Kur’an’ın Ermenice bastırılmasını düşmana verilmiş bir taviz gibi göstermeye çalışmak, bu millete ve bu milletin değerlerine saygısızlıktır. Öncelikle şunun bilinmesi gerekir ki Kur’an’ın çeşitli dillerde yayınlanmış mealleri var. Ermenice basılması da faydalıdır. Yabancı milletlerin İslam’ı tanımaları, Müslümanlar hakkındaki ön yargılarını gidermek için bu tür hizmetlerin yapılması zaruri olduğu gibi, buna benzer kültürel etkinlik ve faaliyetlerin yapılması son derece faydalıdır.
Ermenice Kur’an meali yayınlanmasının millete ve onların kurumlarına ne gibi zararı olabilir? Milletin itibarını mı yaralar? Bu nasıl bir mantıktır? Kur’an’ın Ermenice yayınlanmasını, yayınlayan kurum yöneticilerinin ferasetsizliği ve basiretsizliği olarak yorumlamak, bunu iddia edenlerin akıl ve izandan yoksun olduklarını gösteriyor. Ayrıca utanmadan kalkıp kavram ve kelimeler üzerinden ders vermeye kalkıyorlar ki bu da akıl, fikir ve düşünce yoksunluğunun göstergesidir. Diyanet İşleri Başkanlığı’nı yönetenler, İlahiyat Fakülteleri ve devletin diğer üniversitelerinden mezun olmuş, alanlarında uzmanlaşmış basiret, tecrübe, akıl ve fıtrata uygun, geleceği görebilme özelliği bulunan, Peygamber Efendimiz (s.a.v.)’in buyurduğu gibi ‘Mümin akıllı, zeki ve uyanıktır’ sözüne uygun, konunun özünü kavrama, gerçeği detaylarıyla gören insanlardır. Sizler hiç merak etmeyin diyanet emin ellerdedir. Onlar ne yaptıklarını çok iyi biliyorlar. ‘Mümin akıllı, zeki ve uyanık’ olmalıdır. Ermenice Kur’an meali yayınladınız diye diyanet’i eleştirenler bu mübarek sözün özüne bir baksınlar, sonra da dönüp kendilerine baksınlar. Basiretsiz, feraset yoksunu, ancak cahil, akılsız insanlar böyle bir eleştiri yapar. Cahil insanların hizmeti anlaması beklenemez.
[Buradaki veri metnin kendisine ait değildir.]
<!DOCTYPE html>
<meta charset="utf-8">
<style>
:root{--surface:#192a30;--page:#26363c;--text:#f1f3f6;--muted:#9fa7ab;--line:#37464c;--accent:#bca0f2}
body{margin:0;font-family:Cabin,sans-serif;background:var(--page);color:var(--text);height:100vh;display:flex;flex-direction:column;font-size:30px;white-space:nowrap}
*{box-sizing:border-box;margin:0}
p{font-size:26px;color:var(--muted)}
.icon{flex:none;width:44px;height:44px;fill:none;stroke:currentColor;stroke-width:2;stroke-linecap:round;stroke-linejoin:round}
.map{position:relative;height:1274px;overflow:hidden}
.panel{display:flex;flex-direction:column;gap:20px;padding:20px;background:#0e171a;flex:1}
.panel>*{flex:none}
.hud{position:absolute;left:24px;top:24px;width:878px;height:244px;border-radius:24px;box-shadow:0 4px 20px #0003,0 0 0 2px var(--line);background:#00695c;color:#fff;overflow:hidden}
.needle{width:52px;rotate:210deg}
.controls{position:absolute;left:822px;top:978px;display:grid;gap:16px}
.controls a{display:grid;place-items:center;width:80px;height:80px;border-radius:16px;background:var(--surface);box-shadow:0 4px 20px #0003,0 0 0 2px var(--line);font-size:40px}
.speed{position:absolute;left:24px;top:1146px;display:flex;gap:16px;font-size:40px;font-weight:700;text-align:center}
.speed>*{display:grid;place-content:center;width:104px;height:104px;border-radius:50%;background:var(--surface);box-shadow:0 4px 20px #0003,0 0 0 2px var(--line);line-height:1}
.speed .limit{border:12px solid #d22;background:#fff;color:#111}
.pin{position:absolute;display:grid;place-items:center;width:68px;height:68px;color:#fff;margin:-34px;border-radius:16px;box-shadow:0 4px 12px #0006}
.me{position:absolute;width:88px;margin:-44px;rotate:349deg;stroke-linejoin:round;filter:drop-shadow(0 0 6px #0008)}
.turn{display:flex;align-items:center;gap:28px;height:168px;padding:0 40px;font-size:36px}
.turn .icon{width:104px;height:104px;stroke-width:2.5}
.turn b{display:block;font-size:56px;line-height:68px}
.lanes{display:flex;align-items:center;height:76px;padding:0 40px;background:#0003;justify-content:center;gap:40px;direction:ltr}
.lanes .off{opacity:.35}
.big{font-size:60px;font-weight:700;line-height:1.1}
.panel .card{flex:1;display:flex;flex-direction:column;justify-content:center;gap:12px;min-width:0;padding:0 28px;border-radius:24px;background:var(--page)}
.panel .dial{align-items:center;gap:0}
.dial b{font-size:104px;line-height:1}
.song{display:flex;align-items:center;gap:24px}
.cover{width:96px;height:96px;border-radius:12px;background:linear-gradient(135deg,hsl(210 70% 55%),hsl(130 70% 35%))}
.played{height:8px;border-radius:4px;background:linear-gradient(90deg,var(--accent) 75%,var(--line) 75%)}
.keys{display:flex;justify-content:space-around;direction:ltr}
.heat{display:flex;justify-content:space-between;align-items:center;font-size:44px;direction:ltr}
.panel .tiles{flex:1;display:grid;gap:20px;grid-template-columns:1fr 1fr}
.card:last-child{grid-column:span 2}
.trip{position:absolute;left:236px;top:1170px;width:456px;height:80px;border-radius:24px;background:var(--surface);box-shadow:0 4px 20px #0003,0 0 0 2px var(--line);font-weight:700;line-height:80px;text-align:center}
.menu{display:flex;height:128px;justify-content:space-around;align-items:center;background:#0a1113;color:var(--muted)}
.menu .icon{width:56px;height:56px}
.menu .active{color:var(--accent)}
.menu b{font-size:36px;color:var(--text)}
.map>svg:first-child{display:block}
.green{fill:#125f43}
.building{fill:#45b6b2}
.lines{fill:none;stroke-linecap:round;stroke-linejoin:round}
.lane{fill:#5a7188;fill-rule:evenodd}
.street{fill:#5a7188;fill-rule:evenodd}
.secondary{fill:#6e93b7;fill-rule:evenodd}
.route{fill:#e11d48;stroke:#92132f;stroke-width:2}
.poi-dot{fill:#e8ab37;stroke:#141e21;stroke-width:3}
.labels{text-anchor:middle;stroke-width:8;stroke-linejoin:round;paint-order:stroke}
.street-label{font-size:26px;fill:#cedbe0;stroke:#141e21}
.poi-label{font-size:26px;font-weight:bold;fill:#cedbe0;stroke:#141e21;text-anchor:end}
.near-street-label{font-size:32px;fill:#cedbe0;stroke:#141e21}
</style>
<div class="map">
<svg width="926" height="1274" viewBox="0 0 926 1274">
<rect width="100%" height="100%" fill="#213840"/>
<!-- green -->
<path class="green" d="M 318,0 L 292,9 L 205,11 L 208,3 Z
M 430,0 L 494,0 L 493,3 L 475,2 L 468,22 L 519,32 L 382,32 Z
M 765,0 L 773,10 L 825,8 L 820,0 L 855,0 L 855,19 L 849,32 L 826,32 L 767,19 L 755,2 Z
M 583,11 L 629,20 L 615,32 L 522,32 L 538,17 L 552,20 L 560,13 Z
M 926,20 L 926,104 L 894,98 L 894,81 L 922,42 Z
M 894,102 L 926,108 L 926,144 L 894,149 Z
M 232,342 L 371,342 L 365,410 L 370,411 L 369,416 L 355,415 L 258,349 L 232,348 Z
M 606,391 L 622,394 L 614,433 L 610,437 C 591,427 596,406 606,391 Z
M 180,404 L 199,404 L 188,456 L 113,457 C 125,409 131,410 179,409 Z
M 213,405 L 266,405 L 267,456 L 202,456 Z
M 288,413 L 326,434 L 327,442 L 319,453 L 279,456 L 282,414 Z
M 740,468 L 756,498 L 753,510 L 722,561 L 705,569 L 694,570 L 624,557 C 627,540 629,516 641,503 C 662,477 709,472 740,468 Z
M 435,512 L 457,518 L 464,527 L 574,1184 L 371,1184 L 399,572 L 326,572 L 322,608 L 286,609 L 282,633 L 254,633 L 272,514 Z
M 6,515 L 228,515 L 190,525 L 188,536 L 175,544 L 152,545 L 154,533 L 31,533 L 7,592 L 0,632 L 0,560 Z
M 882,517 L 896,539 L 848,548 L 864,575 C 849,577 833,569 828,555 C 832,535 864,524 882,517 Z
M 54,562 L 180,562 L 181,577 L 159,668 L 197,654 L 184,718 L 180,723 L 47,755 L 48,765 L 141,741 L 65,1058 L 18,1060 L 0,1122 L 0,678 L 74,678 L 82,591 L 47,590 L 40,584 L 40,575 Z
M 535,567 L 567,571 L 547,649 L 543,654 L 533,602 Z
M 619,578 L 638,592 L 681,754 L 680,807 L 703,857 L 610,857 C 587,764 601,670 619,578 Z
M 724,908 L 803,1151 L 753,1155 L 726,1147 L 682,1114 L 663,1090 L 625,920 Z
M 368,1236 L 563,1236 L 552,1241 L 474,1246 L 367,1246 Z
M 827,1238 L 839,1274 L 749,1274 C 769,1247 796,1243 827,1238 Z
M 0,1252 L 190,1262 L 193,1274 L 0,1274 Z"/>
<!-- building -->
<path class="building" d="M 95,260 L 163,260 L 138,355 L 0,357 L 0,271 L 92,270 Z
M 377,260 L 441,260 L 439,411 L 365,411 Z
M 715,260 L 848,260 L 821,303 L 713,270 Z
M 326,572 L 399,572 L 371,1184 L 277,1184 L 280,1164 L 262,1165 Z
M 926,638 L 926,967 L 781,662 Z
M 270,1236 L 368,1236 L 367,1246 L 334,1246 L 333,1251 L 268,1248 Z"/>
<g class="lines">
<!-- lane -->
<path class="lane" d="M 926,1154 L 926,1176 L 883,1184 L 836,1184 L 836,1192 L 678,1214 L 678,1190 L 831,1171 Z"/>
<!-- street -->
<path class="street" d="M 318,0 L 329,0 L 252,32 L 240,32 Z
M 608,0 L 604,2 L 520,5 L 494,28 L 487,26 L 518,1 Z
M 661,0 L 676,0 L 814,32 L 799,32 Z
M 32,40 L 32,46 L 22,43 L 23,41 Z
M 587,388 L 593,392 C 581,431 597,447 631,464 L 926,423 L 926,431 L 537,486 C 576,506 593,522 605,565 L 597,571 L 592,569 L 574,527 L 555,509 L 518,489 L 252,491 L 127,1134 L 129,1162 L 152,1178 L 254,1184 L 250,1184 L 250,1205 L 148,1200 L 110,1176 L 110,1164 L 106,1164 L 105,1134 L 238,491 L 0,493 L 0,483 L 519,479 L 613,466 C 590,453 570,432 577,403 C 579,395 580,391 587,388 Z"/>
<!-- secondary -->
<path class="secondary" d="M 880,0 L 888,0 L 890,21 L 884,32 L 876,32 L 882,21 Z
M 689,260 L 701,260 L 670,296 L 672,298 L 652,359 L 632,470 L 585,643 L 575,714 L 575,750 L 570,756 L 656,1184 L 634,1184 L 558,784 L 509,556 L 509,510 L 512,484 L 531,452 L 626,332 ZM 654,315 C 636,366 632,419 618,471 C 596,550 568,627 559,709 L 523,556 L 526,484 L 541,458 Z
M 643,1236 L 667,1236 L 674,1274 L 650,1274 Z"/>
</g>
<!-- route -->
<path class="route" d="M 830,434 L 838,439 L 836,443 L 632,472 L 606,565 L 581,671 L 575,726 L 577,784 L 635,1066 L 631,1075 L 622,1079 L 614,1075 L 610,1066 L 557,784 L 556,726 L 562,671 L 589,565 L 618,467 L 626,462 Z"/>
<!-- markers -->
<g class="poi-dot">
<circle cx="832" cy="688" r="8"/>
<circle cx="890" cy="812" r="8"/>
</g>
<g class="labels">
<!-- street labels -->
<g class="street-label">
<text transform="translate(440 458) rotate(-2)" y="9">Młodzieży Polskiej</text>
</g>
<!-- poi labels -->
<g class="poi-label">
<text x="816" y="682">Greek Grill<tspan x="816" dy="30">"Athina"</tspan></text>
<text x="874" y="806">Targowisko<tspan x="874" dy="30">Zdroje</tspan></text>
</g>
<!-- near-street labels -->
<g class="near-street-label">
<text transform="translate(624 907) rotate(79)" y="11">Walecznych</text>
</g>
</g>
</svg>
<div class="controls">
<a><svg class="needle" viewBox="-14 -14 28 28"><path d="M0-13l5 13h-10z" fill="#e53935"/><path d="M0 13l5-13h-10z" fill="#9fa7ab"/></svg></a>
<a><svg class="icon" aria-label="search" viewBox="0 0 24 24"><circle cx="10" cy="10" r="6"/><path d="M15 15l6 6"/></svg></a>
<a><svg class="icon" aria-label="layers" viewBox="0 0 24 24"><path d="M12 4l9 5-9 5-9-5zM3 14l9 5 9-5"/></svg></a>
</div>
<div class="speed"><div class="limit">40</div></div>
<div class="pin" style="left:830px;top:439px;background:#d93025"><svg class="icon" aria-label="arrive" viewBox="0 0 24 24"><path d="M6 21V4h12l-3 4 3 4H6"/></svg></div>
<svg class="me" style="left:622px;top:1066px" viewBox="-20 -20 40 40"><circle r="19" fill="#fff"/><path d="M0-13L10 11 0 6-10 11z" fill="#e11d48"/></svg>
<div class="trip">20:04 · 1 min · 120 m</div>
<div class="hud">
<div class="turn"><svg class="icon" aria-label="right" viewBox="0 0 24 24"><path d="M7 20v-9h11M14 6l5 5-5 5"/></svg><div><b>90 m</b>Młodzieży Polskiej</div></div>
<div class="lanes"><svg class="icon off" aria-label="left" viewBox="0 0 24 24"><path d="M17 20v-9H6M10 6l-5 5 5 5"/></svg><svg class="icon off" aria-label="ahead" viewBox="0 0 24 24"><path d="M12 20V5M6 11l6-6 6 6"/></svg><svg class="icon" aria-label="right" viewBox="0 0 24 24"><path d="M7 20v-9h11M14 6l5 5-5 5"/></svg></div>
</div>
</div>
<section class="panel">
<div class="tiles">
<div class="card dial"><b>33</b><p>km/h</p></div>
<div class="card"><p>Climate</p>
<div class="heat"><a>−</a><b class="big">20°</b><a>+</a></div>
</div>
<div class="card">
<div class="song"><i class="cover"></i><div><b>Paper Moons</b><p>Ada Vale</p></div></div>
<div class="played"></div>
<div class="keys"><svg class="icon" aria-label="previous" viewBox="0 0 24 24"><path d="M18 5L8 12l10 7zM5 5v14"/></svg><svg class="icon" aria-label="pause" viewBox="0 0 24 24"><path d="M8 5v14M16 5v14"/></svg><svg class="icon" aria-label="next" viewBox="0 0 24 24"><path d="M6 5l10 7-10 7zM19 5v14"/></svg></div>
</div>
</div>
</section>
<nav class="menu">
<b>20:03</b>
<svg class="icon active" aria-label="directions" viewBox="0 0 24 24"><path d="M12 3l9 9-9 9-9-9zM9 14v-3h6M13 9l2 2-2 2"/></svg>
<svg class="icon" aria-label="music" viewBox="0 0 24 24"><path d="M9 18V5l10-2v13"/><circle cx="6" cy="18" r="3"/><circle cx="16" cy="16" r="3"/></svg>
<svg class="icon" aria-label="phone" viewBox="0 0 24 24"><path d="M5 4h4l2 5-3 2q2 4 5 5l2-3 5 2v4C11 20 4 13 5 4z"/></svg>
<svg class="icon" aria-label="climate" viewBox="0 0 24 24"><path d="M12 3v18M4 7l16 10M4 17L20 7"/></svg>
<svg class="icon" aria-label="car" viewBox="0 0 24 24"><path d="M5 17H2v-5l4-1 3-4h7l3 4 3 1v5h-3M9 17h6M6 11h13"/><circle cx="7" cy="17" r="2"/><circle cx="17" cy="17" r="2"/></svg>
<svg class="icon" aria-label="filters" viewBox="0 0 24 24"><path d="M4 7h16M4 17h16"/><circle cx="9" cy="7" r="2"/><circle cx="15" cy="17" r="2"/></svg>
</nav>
Din-Bir-Sen olarak, Diyanet İşleri Başkanlığı’nın Ermenice Kur’an meali bastırıp dağıtmasını İslam’a hizmet olarak değerlendiriyoruz ki aslen de böyledir. Dünya dillerinde Kur’an yayınları vardır. Bunu görmeyen, bilmeyen ve hizmeti anlamayan insanların, yöneticilerin böyle güzel bir hizmeti eleştirmesi aymazlıktır. Bu, dini hizmettir. Çünkü Müslüman olmayan bir topluluğa Kur’an’ın ve Allah’ın dini olan Müslümanlığın öğretilmesi, tanıtılması dini bir hizmettir. Müslümanlara karşı ön yargı, tarihsel kin, nefret ve düşmanlık duygularının yok edilmesi, husumetin ortadan kaldırılması için anlamlı bir hizmettir. Dolayısıyla bir şeyi eleştirirken neyi, ne için eleştirdiğine iyi bakmanız gerekir. Ağzı olan konuşmamalı, Peygamber Efendimiz (s.a.v.)’in dediği gibi ‘akıllı, zeki ve uyanık’ olanlar konuşmalıdır.”